* EXERCISE INPUT:
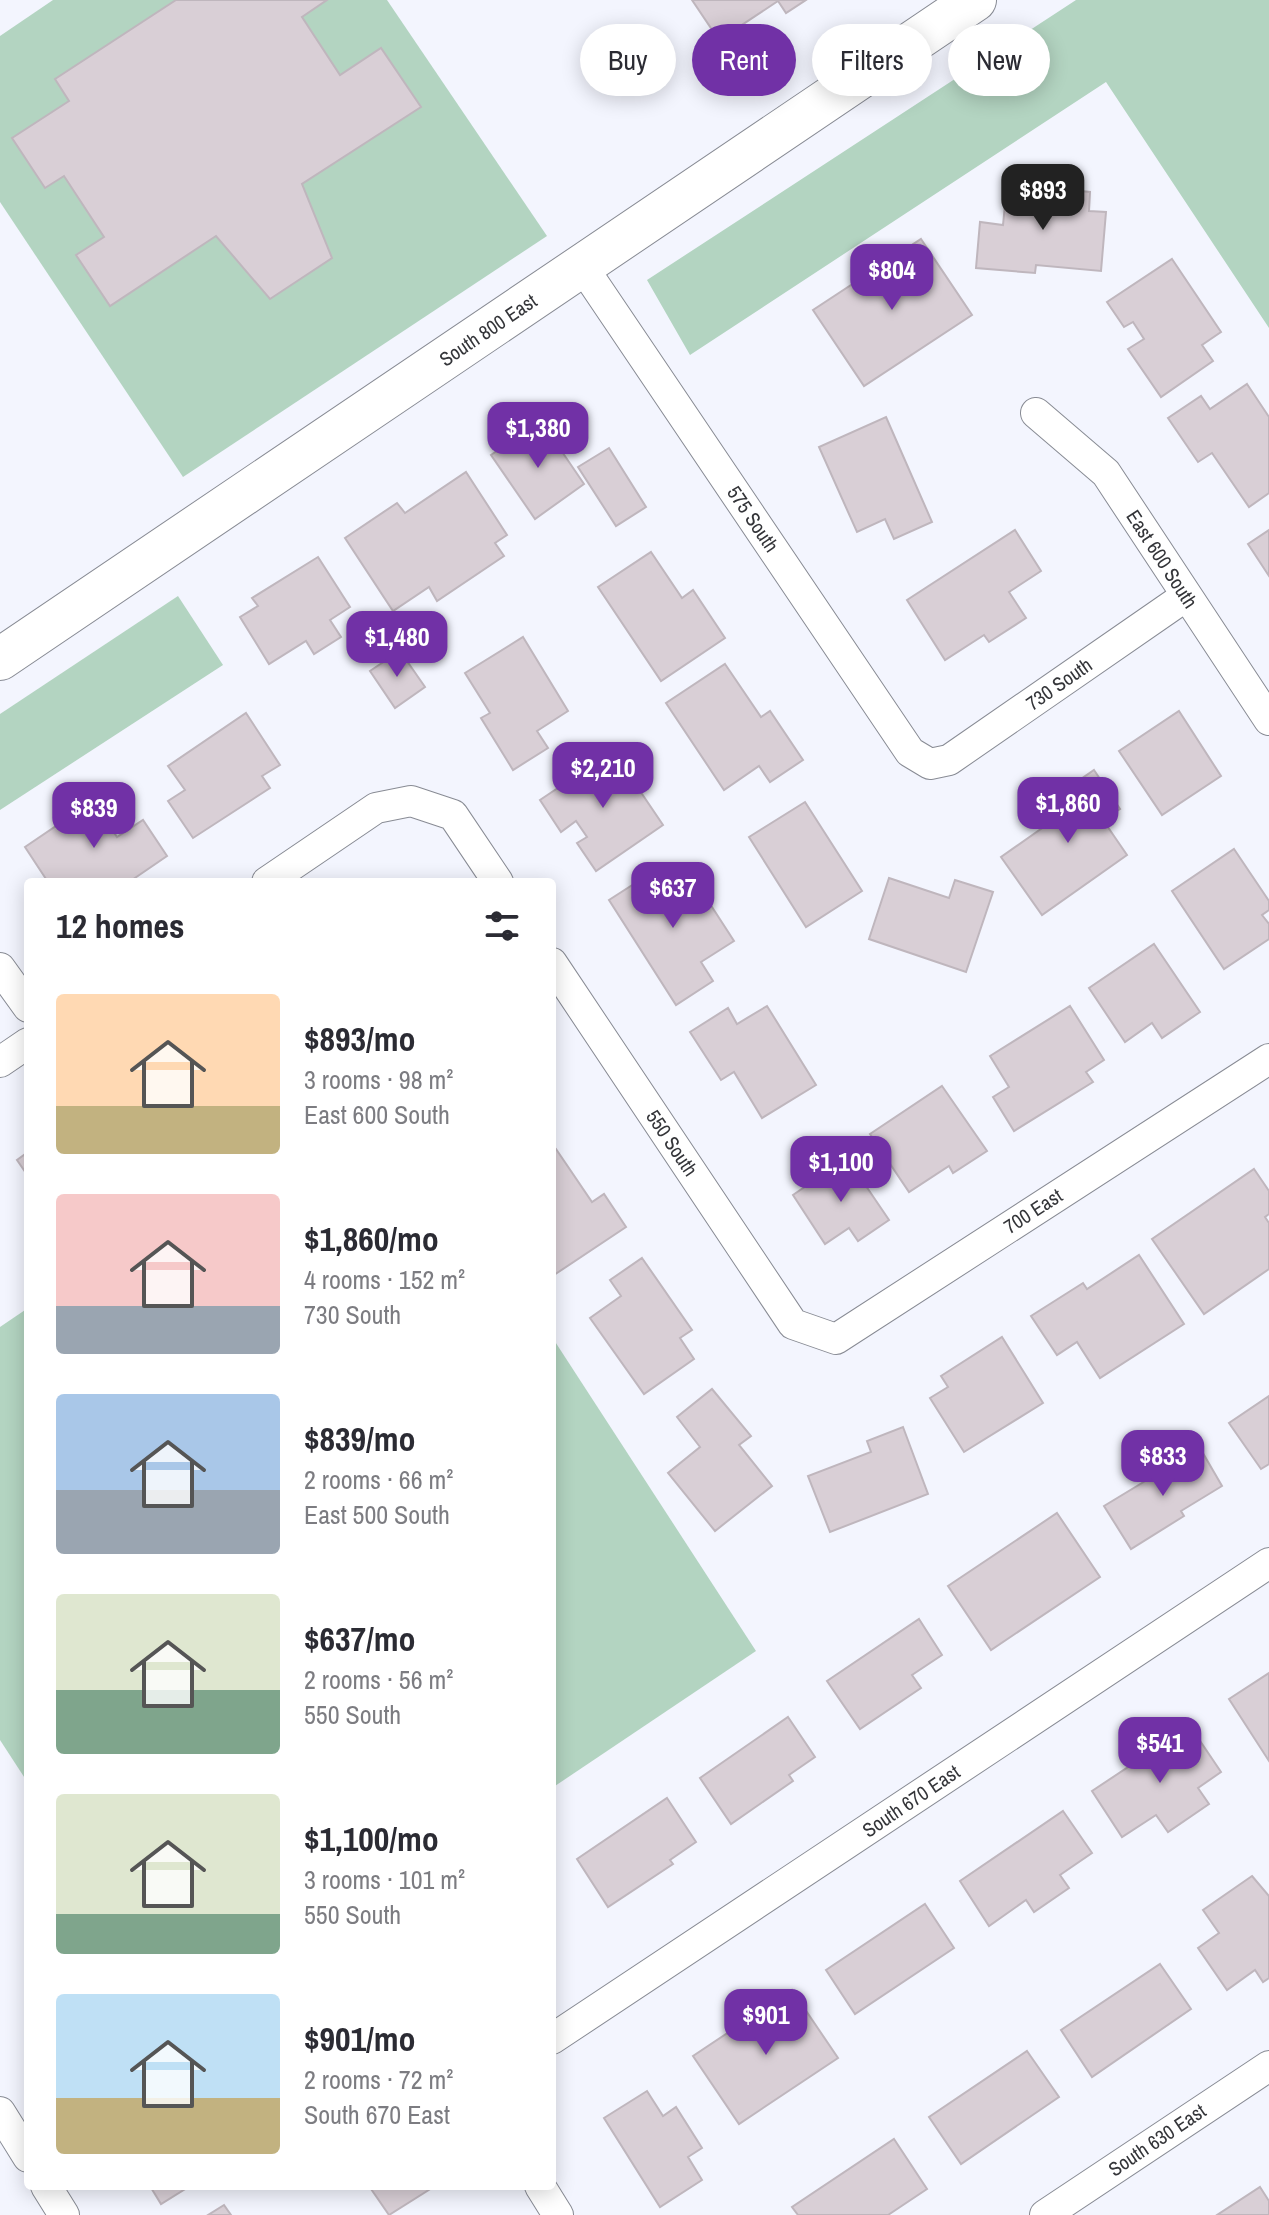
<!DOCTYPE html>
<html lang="en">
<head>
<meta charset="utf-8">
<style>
  :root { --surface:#fff; --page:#f7f7f7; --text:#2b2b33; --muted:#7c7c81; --accent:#7131a6 }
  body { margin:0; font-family:"Archivo Narrow",sans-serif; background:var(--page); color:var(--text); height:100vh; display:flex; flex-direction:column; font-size:30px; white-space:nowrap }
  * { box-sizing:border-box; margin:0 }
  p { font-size:26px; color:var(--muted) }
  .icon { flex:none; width:44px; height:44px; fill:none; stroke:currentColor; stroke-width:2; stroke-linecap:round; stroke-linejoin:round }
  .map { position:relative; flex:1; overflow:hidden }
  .drawer { position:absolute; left:24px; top:878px; width:532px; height:1312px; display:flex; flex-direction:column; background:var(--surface); border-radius:8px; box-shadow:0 4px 20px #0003 }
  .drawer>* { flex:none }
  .guide { position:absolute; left:580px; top:24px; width:568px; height:72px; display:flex; gap:16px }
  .price { position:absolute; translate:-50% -68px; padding:0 18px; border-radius:16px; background:var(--accent); color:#fff; font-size:26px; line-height:52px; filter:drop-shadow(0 2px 4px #0008) }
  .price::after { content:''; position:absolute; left:50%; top:48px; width:24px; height:18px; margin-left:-12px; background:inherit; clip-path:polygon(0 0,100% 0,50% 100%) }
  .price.on { background:#222; color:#fff }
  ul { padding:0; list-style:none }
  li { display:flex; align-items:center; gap:24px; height:200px; padding:0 32px }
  li span { display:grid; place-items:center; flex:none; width:224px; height:160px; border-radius:8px; color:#555 }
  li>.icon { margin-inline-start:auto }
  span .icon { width:96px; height:96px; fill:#fffc; stroke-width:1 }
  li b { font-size:34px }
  h2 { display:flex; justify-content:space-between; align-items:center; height:96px; padding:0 32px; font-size:34px }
  .pill { padding:0 28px; border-radius:36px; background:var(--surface); box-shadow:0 4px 20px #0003; font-size:28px; line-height:72px }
  .pill.on { background:var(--accent); color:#fff }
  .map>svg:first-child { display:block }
  .green { fill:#b3d4c1 }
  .building { fill:#d9cfd6; stroke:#bfb6bd; stroke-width:2 }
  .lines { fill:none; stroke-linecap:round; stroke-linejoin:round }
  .street-casing { stroke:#888b94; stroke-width:32 }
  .secondary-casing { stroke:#888b94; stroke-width:44 }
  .street { stroke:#fff; stroke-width:30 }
  .secondary { stroke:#fff; stroke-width:42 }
  .labels { text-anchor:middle; stroke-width:6; stroke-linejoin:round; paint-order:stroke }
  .street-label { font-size:20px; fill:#343539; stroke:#fff }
</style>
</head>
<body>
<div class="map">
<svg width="1269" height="2215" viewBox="0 0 1269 2215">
  <rect width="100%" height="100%" fill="#f3f5fe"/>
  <g class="green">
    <polygon points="53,0 387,0 547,236 183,477 0,202 0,36"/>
    <polygon points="1076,0 1269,0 1269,328 1106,82 690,355 647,280"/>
    <polygon points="178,596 223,665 0,810 0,714"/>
    <polygon points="28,1308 28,1783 0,1740 0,1327"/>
    <polygon points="552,1337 756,1651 552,1788"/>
  </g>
  <g class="building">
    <polygon points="176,0 327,0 302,17 340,75 381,48 421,107 302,184 332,258 270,299 216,236 110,306 76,255 104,237 64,176 45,188 12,138 69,101 55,79"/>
    <polygon points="692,0 806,0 786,13 778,1 719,40"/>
    <polygon points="1007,184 1090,192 1089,211 1106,212 1101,271 1036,265 1035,273 976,268 980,222 1003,225"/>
    <polygon points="921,239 972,315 864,386 813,310"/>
    <polygon points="1172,259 1221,332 1202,345 1213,361 1161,397 1128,349 1144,339 1133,322 1124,327 1107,302"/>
    <polygon points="1247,384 1269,417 1269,493 1249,507 1212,453 1198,462 1168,418 1201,396 1210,409"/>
    <polygon points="886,417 932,522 894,539 885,519 857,532 819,447"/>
    <polygon points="541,421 584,484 535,519 491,455"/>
    <polygon points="609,448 646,507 616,526 578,467"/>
    <polygon points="466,472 507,535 495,543 504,556 437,601 429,587 393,611 345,538 397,503 405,513"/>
    <polygon points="1015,530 1041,571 1009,592 1026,618 989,642 984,635 945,660 907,600"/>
    <polygon points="1269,530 1269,576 1248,544"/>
    <polygon points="651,552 682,598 693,590 725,638 661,681 598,587"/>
    <polygon points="318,557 350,607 330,620 341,637 314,654 306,641 269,664 240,617 258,606 252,598"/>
    <polygon points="523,637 568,711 537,731 548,748 513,770 481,718 490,713 465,673"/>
    <polygon points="400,651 425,687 395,708 370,671"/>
    <polygon points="725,664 761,717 770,711 803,760 770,782 759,766 724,790 666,703"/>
    <polygon points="1179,711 1221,776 1162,815 1119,751"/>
    <polygon points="246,713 280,765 262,776 270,788 193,838 168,801 185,790 168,766"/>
    <polygon points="613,751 663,825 596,871 577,843 587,837 576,821 561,832 540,800"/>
    <polygon points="1094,770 1120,809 1103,820 1127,855 1042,915 1001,857 1055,819 1045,804"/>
    <polygon points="93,801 117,837 143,820 167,856 129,882 48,882 25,847"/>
    <polygon points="805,802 862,891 806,927 749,837"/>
    <polygon points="1234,849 1269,901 1269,910 1262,915 1269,924 1269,939 1224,969 1172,891"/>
    <polygon points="662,866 673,883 690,873 734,941 701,962 713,981 676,1005 609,900"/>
    <polygon points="889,878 949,898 955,880 993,892 966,972 869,939"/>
    <polygon points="1154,944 1200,1012 1162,1038 1152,1023 1125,1042 1089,988"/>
    <polygon points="767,1006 816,1085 762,1118 734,1072 721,1080 690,1032 728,1008 737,1024"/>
    <polygon points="1070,1006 1104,1060 1086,1072 1093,1082 1014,1131 993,1097 1009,1087 990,1056"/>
    <polygon points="942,1086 987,1151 953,1173 949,1166 909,1192 870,1134"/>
    <polygon points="556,1149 592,1202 604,1194 626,1227 554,1275 552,1151"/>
    <polygon points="28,1152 28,1176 17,1160"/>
    <polygon points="847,1158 889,1220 858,1241 849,1228 825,1244 793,1195"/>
    <polygon points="1254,1169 1269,1191 1269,1214 1265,1217 1269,1223 1269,1269 1204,1314 1152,1239"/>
    <polygon points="1139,1255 1184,1324 1100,1378 1077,1342 1057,1355 1031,1316 1083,1283 1087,1289"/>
    <polygon points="642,1258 692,1330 680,1338 694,1359 644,1394 590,1318 621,1296 610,1280"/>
    <polygon points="1002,1337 1043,1403 964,1452 930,1398 948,1387 941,1376"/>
    <polygon points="712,1389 751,1436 739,1445 772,1486 715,1531 668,1473 700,1447 677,1417"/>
    <polygon points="1269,1396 1269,1464 1261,1469 1229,1423"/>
    <polygon points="903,1427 928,1494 830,1532 808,1476 871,1452 867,1441"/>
    <polygon points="1200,1448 1222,1486 1181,1511 1184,1516 1131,1549 1104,1506"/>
    <polygon points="1057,1513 1100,1577 991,1650 948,1586"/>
    <polygon points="919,1619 942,1655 912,1675 921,1688 860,1729 827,1681"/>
    <polygon points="1269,1673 1269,1761 1229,1699"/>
    <polygon points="788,1717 815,1757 789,1775 793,1781 731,1824 700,1778"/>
    <polygon points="1190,1726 1221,1772 1198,1788 1209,1804 1168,1832 1156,1815 1122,1837 1092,1791"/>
    <polygon points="667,1798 696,1842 670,1860 673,1864 608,1907 577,1859"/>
    <polygon points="1063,1811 1092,1853 1060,1875 1069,1888 1034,1912 1026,1900 989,1926 960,1881"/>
    <polygon points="1252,1876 1269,1896 1269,1978 1263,1982 1255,1970 1227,1990 1198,1948 1219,1933 1203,1910"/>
    <polygon points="925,1904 954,1948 855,2014 826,1970"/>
    <polygon points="1160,1964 1191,2009 1092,2077 1061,2030"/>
    <polygon points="792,1990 838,2058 739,2124 693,2056"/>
    <polygon points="1027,2051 1059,2097 961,2164 929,2117"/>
    <polygon points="647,2091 663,2116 676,2107 702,2148 688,2157 702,2180 660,2207 604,2118"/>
    <polygon points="894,2139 927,2189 888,2215 798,2215 792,2207"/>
    <polygon points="150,2186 190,2186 161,2204"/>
    <polygon points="369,2186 435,2186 389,2215"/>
    <polygon points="1260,2187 1269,2201 1269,2215 1217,2215"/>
    <polygon points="224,2205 231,2215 208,2215"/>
  </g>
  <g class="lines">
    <defs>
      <g id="street">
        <polyline points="582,266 910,752 930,764 949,760 1186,596"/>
        <polyline points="1036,413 1106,473 1269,720"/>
        <polyline points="267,882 376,808 411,801 453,815 498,882"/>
        <polyline points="552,963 793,1324 836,1339 1269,1059"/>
        <polyline points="0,968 28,1007"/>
        <polyline points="0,1062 28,1043"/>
        <polyline points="552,2039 1269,1563"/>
        <polyline points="0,2112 28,2157"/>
        <polyline points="46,2186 64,2215"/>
        <polyline points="540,2186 558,2215"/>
        <polyline points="1045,2215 1269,2066"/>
      </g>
      <polyline id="secondary" points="0,659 975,0"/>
    </defs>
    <use href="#street" class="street-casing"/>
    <use href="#secondary" class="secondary-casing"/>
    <use href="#street" class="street"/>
    <use href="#secondary" class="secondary"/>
  </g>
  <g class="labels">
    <g class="street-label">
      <text transform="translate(488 330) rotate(-34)" y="7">South 800 East</text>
      <text transform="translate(753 519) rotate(56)" y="7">575 South</text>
      <text transform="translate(1162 559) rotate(57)" y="7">East 600 South</text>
      <text transform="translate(1059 684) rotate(-35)" y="7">730 South</text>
      <text transform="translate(672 1143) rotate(56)" y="7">550 South</text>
      <text transform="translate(1033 1211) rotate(-33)" y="7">700 East</text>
      <text transform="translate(911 1801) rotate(-34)" y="7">South 670 East</text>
      <text transform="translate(1157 2140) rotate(-34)" y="7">South 630 East</text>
    </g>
  </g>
</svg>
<b class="price on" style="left:1043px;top:232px">$893</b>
<b class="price" style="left:892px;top:312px">$804</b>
<b class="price" style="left:538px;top:470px">$1,380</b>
<b class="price" style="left:397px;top:679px">$1,480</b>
<b class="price" style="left:603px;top:810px">$2,210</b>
<b class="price" style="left:1068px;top:845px">$1,860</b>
<b class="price" style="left:94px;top:850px">$839</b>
<b class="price" style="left:673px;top:930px">$637</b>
<b class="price" style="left:841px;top:1204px">$1,100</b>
<b class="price" style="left:1163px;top:1498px">$833</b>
<b class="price" style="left:1160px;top:1785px">$541</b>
<b class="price" style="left:766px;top:2057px">$901</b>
<div class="guide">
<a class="pill">Buy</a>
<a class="pill on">Rent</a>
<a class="pill">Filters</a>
<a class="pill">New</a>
</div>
<section class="drawer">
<h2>12 homes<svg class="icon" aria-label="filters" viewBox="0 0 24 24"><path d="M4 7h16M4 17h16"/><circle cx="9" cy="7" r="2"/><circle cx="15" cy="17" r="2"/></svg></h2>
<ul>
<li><span style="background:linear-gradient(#ffd9b3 70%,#c2b280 0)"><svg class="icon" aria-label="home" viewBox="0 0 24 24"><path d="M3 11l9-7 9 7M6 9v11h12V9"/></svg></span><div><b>$893/mo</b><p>3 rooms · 98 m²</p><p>East 600 South</p></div></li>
<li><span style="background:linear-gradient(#f6c9c9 70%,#9aa5b1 0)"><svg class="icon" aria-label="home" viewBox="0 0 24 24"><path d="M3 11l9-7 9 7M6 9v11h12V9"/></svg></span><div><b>$1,860/mo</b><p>4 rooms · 152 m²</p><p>730 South</p></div></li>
<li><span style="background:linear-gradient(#a9c7e8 60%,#9aa5b1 0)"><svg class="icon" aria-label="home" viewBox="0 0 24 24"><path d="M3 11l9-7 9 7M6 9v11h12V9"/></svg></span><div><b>$839/mo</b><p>2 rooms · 66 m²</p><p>East 500 South</p></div></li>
<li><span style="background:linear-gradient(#dfe7d0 60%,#7fa58c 0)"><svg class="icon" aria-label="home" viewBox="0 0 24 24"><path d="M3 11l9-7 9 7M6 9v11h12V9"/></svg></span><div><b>$637/mo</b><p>2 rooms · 56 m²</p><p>550 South</p></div></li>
<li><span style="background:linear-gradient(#dfe7d0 75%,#7fa58c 0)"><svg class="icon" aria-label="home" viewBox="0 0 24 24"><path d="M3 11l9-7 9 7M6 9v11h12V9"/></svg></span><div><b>$1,100/mo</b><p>3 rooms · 101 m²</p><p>550 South</p></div></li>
<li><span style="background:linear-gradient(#bfe0f5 65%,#c2b280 0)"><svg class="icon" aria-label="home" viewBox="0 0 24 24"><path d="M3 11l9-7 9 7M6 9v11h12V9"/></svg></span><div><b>$901/mo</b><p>2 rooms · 72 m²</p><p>South 670 East</p></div></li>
</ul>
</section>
</div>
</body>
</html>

* EXERCISE GOAL:
Check each line above for the string "margin", then copy the ones that have it.

* RESULT OF THIS EXERCISE:
  body { margin:0; font-family:"Archivo Narrow",sans-serif; background:var(--page); color:var(--text); height:100vh; display:flex; flex-direction:column; font-size:30px; white-space:nowrap }
  * { box-sizing:border-box; margin:0 }
  .price::after { content:''; position:absolute; left:50%; top:48px; width:24px; height:18px; margin-left:-12px; background:inherit; clip-path:polygon(0 0,100% 0,50% 100%) }
  li>.icon { margin-inline-start:auto }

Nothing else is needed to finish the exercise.